Le 19 mars est également pour l’Algérie une surprise pour les maquis de l’intérieur où la majorité des maquisards a appris la nouvelle du cessez-le-feu par la radio de l’ORTF, beaucoup n’ayant été mis au courant que bien plus tard. Nombre de témoignages écrits de maquisards en attestent ce fait. Bien plus, cette date du 19 mars 1962 va « polluer » l’armée de libération nationale ( ALN) par la venue de « marsiens », de prétendus maquisards qui, dans la mêlée, ont rejoint ses rangs à cette date, se proclamant vétéran de 1954 et, à ce titre, ont occupé après l’indépendance des postes de responsabilité au sein de l’ANP et du gouvernement.

Leur afflux massif dans les rangs de l’ALN restée ou mise en retrait aux premiers jours du cessez-le-feu a marqué l’imaginaire populaire dans lequel ces « marsiens » sont comparés à des essaims de sauterelles. Peu de témoignages écrits sont consacrés à la relation entre la situation  des maquisards de l’ALN et cette date du 19 mars 1962. « Heureux les martyrs qui n’ont rien vu » de Bessaoud Mohand Arab et partiellement « Avoir vingt ans dans les maquis » de Djoudi Attoumi y font référence.

Djoudi Attoumi raconte comment des familles aisées qui n’ont jamais cotisé pour l’ALN se sont faits inscrire avec effets rétroactifs sur les registres de cotisation entre le 19 mars et le 5 juillet 1962. Pour l’Algérie, aucun moment historique de la Révolution algérienne, alliant le juridique et le politique, n’a été rassembleur, n’est resté indemne de fractures, de luttes claniques et de leadership : la réunion des 22, le Congrès de la Soummam, le 19 mars 1962 dont les minutes des négociations révèlent bien des aspects tenus au secret à ce jour, la Charte de Tripoli,… entraînant un discrédit sur tous les textes de loi qui régissent l’Etat algérien, jusqu’à la « Charte pour la paix et la réconciliation nationale » d’Abdelaziz Bouteflika.
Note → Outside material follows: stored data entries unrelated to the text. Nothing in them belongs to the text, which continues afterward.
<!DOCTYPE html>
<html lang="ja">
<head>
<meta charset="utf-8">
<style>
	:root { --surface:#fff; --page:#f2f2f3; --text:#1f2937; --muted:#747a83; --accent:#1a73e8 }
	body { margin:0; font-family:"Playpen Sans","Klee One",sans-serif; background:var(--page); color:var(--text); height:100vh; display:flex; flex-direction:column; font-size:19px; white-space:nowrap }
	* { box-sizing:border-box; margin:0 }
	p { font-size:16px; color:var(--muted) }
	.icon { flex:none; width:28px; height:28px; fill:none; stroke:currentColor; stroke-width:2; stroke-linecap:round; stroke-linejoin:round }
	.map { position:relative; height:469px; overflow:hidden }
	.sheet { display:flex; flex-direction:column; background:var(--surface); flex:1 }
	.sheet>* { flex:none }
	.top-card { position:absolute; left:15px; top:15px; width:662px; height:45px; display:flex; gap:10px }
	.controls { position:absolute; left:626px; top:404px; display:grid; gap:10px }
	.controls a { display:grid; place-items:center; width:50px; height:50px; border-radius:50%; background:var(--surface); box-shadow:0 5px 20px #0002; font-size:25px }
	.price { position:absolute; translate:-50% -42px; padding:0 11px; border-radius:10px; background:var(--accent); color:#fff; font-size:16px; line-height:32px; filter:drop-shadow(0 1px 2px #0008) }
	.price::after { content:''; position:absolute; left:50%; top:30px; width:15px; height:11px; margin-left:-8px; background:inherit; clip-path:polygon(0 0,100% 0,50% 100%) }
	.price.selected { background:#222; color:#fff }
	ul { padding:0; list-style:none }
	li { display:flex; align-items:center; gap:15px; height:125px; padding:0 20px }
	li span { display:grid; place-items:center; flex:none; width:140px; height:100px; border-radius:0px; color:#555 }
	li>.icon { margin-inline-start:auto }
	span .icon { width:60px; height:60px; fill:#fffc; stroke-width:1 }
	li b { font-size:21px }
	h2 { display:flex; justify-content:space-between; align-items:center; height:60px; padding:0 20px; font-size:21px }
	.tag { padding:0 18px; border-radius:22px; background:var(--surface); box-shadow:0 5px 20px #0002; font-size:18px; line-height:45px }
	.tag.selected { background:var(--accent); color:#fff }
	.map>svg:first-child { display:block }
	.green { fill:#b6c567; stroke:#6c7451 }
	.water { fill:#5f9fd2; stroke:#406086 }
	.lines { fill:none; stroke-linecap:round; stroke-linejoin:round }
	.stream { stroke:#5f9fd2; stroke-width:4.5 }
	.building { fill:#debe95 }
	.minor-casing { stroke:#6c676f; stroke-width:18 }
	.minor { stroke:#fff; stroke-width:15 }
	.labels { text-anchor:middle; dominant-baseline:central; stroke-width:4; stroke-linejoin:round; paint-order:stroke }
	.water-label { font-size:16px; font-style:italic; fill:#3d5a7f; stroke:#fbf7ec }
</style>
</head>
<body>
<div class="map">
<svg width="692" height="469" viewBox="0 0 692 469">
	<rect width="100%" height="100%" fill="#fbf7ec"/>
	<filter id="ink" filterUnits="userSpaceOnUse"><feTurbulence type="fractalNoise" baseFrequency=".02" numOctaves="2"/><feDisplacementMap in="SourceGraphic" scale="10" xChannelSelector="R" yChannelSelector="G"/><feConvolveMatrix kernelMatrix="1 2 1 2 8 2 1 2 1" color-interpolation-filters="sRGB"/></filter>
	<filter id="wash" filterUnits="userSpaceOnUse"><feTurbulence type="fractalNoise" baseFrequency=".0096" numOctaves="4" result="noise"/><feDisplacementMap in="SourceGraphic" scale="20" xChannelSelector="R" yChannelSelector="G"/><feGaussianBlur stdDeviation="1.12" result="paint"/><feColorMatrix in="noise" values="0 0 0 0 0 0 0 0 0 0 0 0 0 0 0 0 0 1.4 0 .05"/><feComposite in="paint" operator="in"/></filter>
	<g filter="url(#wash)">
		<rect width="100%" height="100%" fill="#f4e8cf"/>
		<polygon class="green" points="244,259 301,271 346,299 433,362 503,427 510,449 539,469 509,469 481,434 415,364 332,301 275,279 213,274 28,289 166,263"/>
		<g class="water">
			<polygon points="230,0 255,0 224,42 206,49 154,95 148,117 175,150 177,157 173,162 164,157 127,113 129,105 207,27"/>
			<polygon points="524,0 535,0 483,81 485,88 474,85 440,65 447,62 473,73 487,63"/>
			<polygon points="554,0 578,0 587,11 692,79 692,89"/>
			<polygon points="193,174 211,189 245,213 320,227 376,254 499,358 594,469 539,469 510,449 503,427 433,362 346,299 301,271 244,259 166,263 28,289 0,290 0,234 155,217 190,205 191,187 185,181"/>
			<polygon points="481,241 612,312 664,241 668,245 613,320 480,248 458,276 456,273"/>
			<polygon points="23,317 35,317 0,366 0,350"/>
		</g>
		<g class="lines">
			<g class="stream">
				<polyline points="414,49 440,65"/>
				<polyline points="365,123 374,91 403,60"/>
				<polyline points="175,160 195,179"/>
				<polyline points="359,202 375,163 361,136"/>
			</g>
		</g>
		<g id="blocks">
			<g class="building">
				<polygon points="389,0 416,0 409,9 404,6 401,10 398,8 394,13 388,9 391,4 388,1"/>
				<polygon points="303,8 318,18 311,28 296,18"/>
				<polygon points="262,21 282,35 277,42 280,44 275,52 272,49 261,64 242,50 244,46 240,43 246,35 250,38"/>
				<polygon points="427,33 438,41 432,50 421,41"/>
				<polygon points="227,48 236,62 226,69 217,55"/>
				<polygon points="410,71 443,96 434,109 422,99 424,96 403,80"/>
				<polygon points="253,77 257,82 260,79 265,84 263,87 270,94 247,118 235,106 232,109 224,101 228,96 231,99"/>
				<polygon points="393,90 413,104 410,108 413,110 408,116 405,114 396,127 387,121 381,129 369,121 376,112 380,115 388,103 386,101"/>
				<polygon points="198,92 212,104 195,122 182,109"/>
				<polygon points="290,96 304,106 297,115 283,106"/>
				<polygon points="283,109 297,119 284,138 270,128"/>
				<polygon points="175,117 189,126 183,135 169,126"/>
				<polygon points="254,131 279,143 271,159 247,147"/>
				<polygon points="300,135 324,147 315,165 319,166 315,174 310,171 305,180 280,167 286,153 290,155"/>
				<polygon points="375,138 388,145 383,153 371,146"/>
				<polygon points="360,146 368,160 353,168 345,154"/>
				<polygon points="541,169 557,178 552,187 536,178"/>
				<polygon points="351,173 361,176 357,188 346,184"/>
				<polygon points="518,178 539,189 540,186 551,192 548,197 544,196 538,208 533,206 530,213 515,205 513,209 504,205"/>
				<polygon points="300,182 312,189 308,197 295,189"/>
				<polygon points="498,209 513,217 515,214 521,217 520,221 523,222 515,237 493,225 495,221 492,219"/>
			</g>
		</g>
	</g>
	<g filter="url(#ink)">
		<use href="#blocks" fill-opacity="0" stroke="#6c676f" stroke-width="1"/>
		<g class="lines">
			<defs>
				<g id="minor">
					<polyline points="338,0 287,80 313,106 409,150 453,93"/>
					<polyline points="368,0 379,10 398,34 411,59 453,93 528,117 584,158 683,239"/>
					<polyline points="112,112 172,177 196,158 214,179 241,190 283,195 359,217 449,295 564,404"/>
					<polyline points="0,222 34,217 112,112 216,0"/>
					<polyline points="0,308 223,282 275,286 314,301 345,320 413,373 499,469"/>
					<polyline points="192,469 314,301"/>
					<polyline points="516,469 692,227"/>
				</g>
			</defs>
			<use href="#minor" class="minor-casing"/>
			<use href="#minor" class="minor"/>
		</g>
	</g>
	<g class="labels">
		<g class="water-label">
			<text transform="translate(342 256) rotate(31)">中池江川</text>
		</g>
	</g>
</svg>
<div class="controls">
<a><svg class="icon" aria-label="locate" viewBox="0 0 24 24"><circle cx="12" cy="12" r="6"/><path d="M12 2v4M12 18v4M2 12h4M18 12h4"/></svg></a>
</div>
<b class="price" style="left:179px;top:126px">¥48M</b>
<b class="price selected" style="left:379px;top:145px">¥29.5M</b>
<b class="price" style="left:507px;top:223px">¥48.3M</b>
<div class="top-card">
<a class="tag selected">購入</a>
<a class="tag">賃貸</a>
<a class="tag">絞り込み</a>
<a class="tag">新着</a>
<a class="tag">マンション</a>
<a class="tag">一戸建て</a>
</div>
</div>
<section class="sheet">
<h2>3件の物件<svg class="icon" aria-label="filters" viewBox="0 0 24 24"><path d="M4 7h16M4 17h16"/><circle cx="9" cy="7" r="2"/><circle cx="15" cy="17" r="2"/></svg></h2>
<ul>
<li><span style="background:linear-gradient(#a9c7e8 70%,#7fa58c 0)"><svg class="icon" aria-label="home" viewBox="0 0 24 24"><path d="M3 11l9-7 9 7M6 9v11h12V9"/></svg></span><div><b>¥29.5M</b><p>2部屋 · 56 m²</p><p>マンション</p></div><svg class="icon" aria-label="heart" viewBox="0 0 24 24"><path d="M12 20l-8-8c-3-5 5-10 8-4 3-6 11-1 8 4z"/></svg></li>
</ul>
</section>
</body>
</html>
Ces deux dates pour lesquelles se livrent bataille les deux pays,  sont, en vérité, pour chacun, une dérive historique et un contentieux qui leur est propre avant qu’elles ne soient une « guerre des mémoires » entre les deux rives.

La première visite  d’Etat de François Hollande en Algérie coïncide avec le 5 décembre, la date de commémoration en hommage aux morts d’Afrique du Nord tandis que l’Algérie commémorera les manifestations du 11 décembre 1960 à Alger. C’est dire que les deux pays sont condamnés à vivre les dates d’un passé récent au lieu de se les disputer ou de se les revendiquer les unes à l’exclusion des autres à d’autres fins.